Penn. appeals judges allow cap on UIM insurance under 'limit of protection' clause
The ruling is a win for insurance companies after the state appellate judges rejected a challenge to an auto insurer's “limit of protection” clause.
In a matter of first impression, a three-judge Superior Court panel has ruled that a particular limit on the amount of underinsured motorist (UIM) coverage an insured may recover from multiple auto policies does not violate Pennsylvania’s Motor Vehicle Financial Responsibility Law (MVFRL).
And the decision is a win for insurance companies, after the judges rejected a challenge to an auto insurer’s “limit of protection” clause. The clause capped the plaintiff’s total available UIM coverage at the highest limit of a single one of her policies, rather than capping her coverage at the combined limit of the two policies she held.
The case addresses a previously unresolved question of “whether a limit of protection clause capping second priority UIM coverage to the highest limit of liability of any single second priority UIM coverage policy violates the MVFRL’s excess coverage requirement,” according to the opinion, authored by Judge Judith Olson.
And the appellate court’s ruling affirmed the trial court’s determination that the provision was enforceable. Attorneys for the plaintiff and defendant in the case, captioned Erie Insurance Exchange v. Backmeier, did not respond to calls for comment.

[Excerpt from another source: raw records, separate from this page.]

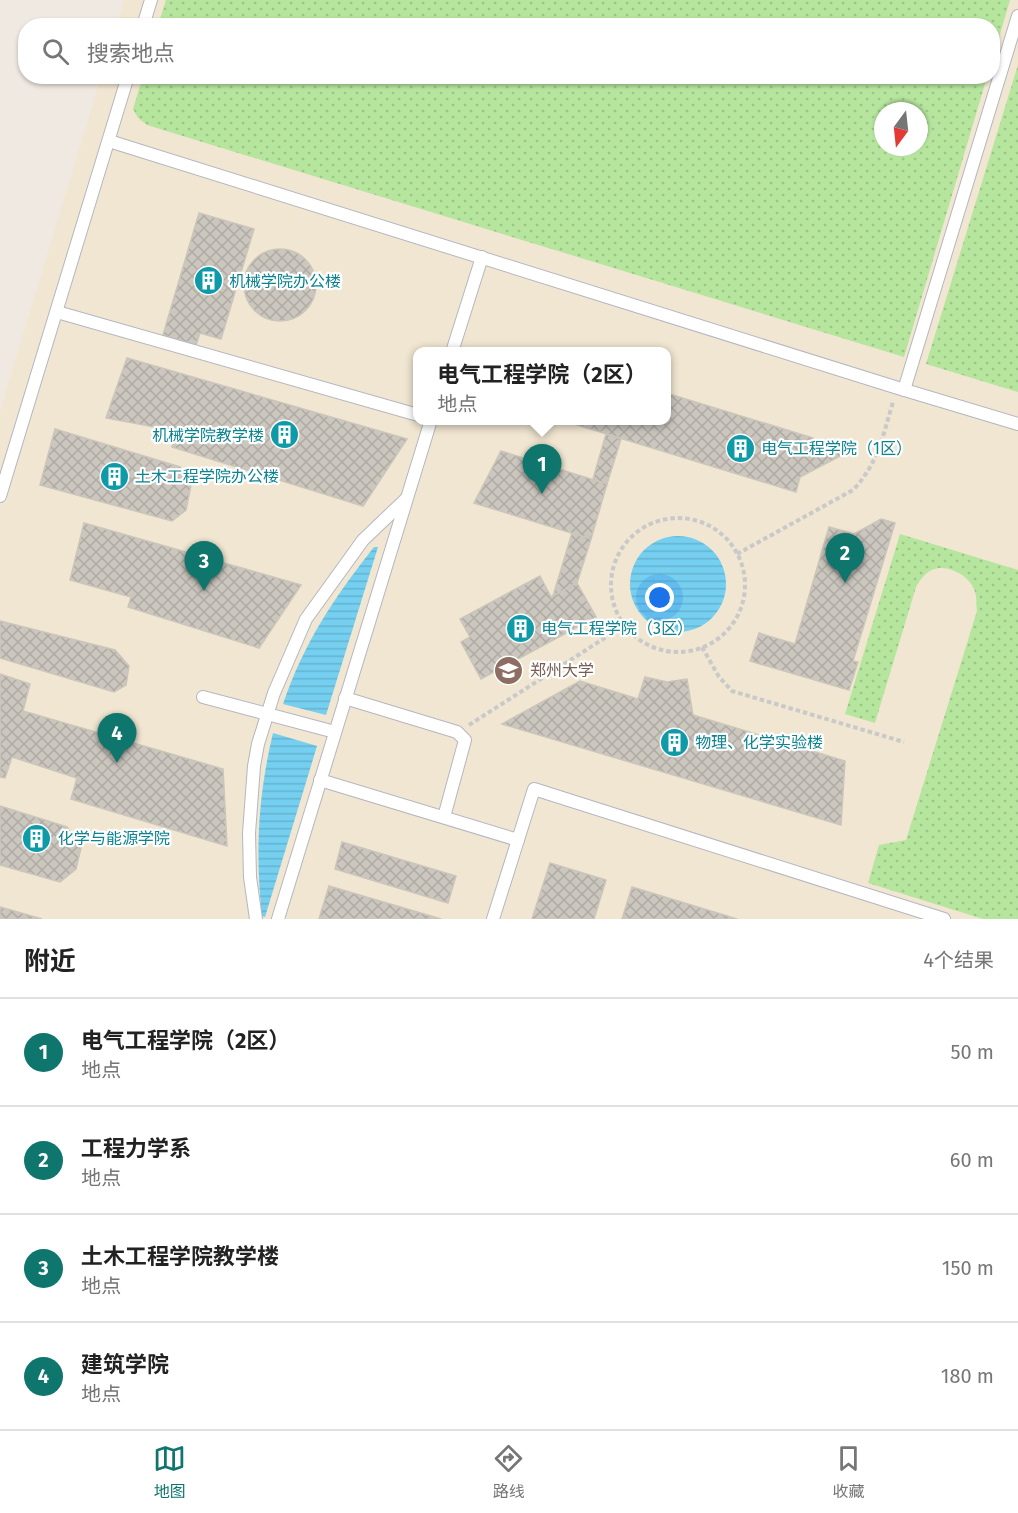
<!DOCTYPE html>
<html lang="zh">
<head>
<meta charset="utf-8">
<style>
	:root { --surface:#fff; --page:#f6f6f6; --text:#222; --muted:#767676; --line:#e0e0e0; --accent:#0f766e }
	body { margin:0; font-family:"Fira Sans","Noto Sans SC",sans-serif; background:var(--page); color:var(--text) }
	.compass { position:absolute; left:874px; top:102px; width:54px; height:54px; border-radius:50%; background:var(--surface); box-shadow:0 2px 4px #0004; rotate:195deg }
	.you { position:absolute; left:660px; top:598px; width:21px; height:21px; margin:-15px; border:4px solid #fff; border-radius:50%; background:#1a73e8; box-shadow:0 0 0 9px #1a73e833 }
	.badge { display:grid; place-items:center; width:39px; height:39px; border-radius:50%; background:var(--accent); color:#fff; font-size:20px; font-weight:700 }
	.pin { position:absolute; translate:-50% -50px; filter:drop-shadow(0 2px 3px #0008) }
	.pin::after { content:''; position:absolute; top:32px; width:21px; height:18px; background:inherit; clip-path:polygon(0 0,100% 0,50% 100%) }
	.popup { position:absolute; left:413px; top:347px; width:258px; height:78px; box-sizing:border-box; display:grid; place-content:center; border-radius:12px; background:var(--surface); filter:drop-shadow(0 2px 4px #0005); font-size:20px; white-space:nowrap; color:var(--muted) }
	.popup b { font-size:22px; color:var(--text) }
	.popup::after { content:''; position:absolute; left:50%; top:100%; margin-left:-12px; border:12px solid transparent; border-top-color:var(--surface) }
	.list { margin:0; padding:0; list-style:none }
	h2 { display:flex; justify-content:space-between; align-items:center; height:78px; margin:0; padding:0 24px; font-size:26px }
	h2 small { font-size:20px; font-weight:400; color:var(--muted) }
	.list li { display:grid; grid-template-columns:39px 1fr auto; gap:18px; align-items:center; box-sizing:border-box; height:108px; padding:0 24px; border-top:2px solid var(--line) }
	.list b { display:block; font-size:22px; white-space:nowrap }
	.list p { margin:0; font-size:20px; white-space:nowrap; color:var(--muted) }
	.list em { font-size:20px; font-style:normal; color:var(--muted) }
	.icon { flex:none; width:33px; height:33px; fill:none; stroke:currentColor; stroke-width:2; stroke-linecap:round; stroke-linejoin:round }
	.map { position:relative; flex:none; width:1018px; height:919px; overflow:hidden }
	.search { position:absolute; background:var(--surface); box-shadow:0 2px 4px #0004; left:18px; right:18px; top:18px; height:66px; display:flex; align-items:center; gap:15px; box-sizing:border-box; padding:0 21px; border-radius:24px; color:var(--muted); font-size:22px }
	.sheet { height:510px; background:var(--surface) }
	nav { display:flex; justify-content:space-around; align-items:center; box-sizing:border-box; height:84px; border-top:2px solid var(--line); background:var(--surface); font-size:16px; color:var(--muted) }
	nav a { display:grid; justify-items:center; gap:3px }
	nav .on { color:var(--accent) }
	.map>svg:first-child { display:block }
	.education { fill:#f0e6d1; fill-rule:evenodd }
	.grass { fill:url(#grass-dots); fill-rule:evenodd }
	.water { fill:url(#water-rules) }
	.building { fill:url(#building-cross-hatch); stroke:#cbc5ba; stroke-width:1.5 }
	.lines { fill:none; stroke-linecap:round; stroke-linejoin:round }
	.lane-casing { stroke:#b4b7c1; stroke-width:14 }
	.path { stroke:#c9c9c9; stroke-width:4; stroke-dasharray:4.5 3; stroke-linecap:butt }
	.lane { stroke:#fff; stroke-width:12 }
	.labels { text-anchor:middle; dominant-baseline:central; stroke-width:4.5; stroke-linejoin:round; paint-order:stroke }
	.culture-label { font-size:16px; fill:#0d838f; stroke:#fff; text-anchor:start }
	.education-label { font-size:16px; fill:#785e54; stroke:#fff; text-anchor:start }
</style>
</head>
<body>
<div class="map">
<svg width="1018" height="919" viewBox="0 0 1018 919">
	<defs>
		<pattern id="grass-dots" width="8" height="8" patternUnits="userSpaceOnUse" patternTransform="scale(1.5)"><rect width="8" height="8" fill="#b6e59e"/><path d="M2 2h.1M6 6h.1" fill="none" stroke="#9dc588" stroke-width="1.8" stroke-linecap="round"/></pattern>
		<pattern id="water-rules" width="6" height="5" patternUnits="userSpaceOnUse" patternTransform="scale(1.5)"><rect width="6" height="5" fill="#75cff0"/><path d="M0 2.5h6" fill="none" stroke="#66b2ce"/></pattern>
		<pattern id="building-cross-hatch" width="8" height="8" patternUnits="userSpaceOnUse" patternTransform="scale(1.5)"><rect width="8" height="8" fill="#cbc7bf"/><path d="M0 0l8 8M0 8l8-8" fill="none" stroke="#afaba4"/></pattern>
	</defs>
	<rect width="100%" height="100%" fill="#efe9e1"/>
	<path class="education" d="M124 0H1018V919H0V411L101 77 992 76V26L117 25ZM883 111H919V147H883ZM418 352H666V420H418Z"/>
	<g class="grass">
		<path d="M166 0H1010L993 58 992 26 158 25Z"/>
		<path d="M1018 65V392L926 364Z"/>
		<path d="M143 76H987V77L904 357 147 125 138 118 133 109ZM883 111H919V147H883Z"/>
		<path d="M900 534 1018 570V919H983L868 883 879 845 906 840 977 611C976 605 977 597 975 592 971 576 947 563 932 570 925 573 920 580 916 587L875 723 845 714Z"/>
	</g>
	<g class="water">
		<circle cx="678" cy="584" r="48"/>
		<path d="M374 547H378L326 715 283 704C304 642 334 598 374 547Z"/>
		<path d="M273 733 317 746 265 917 262 916C255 852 258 796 273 733Z"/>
	</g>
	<g class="building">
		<path d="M199 213 254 229 221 339 200 333 196 345 163 335Z"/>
		<circle cx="280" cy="285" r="36"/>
		<path d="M127 358 407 439 363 506 172 447 176 431 106 418Z"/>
		<path d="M666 393 813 438 812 443 846 453 800 477 796 492 561 420H666Z"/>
		<path d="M55 429 180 467 191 485 186 510 172 521 40 485Z"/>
		<path d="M606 434 621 439 607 484 593 479Z"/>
		<path d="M501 451 607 484 591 539 474 503Z"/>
		<path d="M881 519 895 523 853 661 858 662 849 690 750 661 759 633 795 644 829 527 854 534Z"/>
		<path d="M84 523 301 585 259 648 128 607 131 597 70 580Z"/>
		<path d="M572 533 591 539 577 583 553 596Z"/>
		<path d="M540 576 551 597 577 583 596 617 481 679 461 642 470 637 460 619Z"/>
		<path d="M0 621 115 650 129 666 126 685 114 692 0 658Z"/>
		<path d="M0 674 30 684 23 711 223 769 227 846 71 799 77 778 12 757 5 778 0 777Z"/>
		<path d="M645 677 667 682 687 679 693 715 845 761 841 825 502 724 580 681 638 699Z"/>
		<path d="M0 806 67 827 81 848 76 869 60 882 0 865Z"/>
		<path d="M342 842 456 876 448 903 335 869Z"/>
		<path d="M550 863 606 880 594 919H532Z"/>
		<path d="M329 886 441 919H319Z"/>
		<path d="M632 887 737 919H622Z"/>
		<path d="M0 907 42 919H0Z"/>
	</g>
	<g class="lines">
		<defs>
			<g id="lane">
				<path d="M143 26 151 0"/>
				<path d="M109 141 898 388 1018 424"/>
				<path d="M57 312 418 415"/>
				<path d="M452 352 482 257"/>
				<path d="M904 390 1018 16"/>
				<path d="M0 496 128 76"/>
				<path d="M203 697 335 732"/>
				<path d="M345 698 457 732 465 740 444 817"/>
				<path d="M320 780 518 840"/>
				<path d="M256 919 250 877 249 833 254 766 258 744 274 693 306 619 363 540 406 499"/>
				<path d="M278 919 431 420"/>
				<path d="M493 919 534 789 944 919"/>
			</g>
		</defs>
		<use href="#lane" class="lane-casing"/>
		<g class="path">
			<circle cx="678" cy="585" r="67"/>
			<path d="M737 554 853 490C878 464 883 435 893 402"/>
			<path d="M702 647 719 677 732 691 904 742"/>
			<path d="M469 725 625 625"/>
		</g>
		<use href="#lane" class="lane"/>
	</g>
	<defs>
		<symbol id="building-disc" viewBox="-11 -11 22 22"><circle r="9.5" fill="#0f9aa8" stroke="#fff"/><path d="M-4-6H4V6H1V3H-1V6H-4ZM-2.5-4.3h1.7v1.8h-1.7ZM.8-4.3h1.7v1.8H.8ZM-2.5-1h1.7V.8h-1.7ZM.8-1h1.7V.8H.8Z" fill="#fff"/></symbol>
		<symbol id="university-disc" viewBox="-11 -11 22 22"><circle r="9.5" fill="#8d6e63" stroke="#fff"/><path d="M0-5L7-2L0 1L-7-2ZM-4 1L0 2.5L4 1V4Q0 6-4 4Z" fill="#fff"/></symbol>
	</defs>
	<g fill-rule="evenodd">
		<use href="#building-disc" x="192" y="264" width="33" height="33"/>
		<use href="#building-disc" x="268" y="418" width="33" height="33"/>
		<use href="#building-disc" x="724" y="432" width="33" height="33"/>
		<use href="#building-disc" x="98" y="460" width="33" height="33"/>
		<use href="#building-disc" x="504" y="612" width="33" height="33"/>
		<use href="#university-disc" x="492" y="654" width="33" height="33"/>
		<use href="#building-disc" x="658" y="726" width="33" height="33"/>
		<use href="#building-disc" x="20" y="822" width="33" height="33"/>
	</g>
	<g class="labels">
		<g class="culture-label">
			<text x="229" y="281">机械学院办公楼</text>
			<text x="264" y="435" text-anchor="end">机械学院教学楼</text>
			<text x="761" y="448">电气工程学院（1区）</text>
			<text x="135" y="476">土木工程学院办公楼</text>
			<text x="541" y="628">电气工程学院（3区）</text>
			<text x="695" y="742">物理、化学实验楼</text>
			<text x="58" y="838">化学与能源学院</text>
		</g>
		<g class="education-label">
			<text x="530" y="670">郑州大学</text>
		</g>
	</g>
</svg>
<svg class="compass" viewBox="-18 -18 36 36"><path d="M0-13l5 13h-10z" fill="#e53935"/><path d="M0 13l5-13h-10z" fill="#767676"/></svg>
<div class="you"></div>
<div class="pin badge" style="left:542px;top:494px">1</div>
<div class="popup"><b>电气工程学院（2区）</b>地点</div>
<div class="pin badge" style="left:845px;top:583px">2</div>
<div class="pin badge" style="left:204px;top:591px">3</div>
<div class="pin badge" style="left:117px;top:763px">4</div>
<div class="search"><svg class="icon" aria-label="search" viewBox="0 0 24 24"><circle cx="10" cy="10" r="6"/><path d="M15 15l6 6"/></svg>搜索地点</div>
</div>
<section class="sheet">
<h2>附近<small>4个结果</small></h2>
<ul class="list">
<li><span class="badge">1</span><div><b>电气工程学院（2区）</b><p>地点</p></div><em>50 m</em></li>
<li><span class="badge">2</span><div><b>工程力学系</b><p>地点</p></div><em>60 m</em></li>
<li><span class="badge">3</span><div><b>土木工程学院教学楼</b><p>地点</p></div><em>150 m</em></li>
<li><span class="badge">4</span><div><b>建筑学院</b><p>地点</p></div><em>180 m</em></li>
</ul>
</section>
<nav>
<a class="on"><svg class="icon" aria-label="map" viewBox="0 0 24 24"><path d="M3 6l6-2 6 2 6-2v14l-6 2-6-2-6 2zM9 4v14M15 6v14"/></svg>地图</a>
<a><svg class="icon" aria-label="directions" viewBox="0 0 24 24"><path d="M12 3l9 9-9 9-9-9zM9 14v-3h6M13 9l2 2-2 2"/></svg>路线</a>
<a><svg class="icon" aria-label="saved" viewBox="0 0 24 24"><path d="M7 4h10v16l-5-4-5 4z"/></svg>收藏</a>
</nav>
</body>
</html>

Excess coverage requirement
For defendant Erie Insurance Exchange, represented by Scott Tredwell and Glen Shikunov of McCormick & Priore, the decision meant the insurer owed plaintiff Elizabeth Beckmeier only $100,000 in UIM coverage — half the funds the plaintiff claimed she should have recovered.
Beckmeier, represented by Craig Murphey of Purchase, George & Murphey, argued the “limit of protection” clause in her two Erie policies violated the MVFRL’s requirement that UIM coverage provides “excess” coverage, in which the insured recovers the value of their UIM coverage limit in addition to the value of the tortfeasor’s liability coverage.
Instead, Beckmeier claimed, the clause impermissibly provided her with only “gap” coverage, in which the insured’s UIM insurance covers the difference between the tortfeasor’s liability coverage and the insured’s UIM coverage limit.
The Superior Court judges, however, disagreed with the plaintiff’s interpretation.
The court determined that, contrary to the plaintiff’s arguments, stacking waivers Beckmeier had signed for each of her auto policies precluded her from combining the coverage limits of the two separate policies.
When the plaintiff knowingly and effectively waives stacking, the court ruled, the sort of “limit of protection” clause included in Erie’s policies does not violate the MVFRL’s excess coverage requirement.
In the plaintiff’s case, Olson wrote, the provision “merely implements the concept of waiver of stacking and does not create gap coverage in contravention of the MVFRL.”
The decision upholds the trial court’s judgment awarding $100,000 in UIM recovery to Beckmeier for an accident in which an underinsured motorist’s vehicle struck and killed her son.
Beckmeier contended she was entitled to $200,000 in benefits because her two policies provided up to $100,000 each. Instead, she recovered $50,000 from each policy, pursuant to the “limit of protection” clause.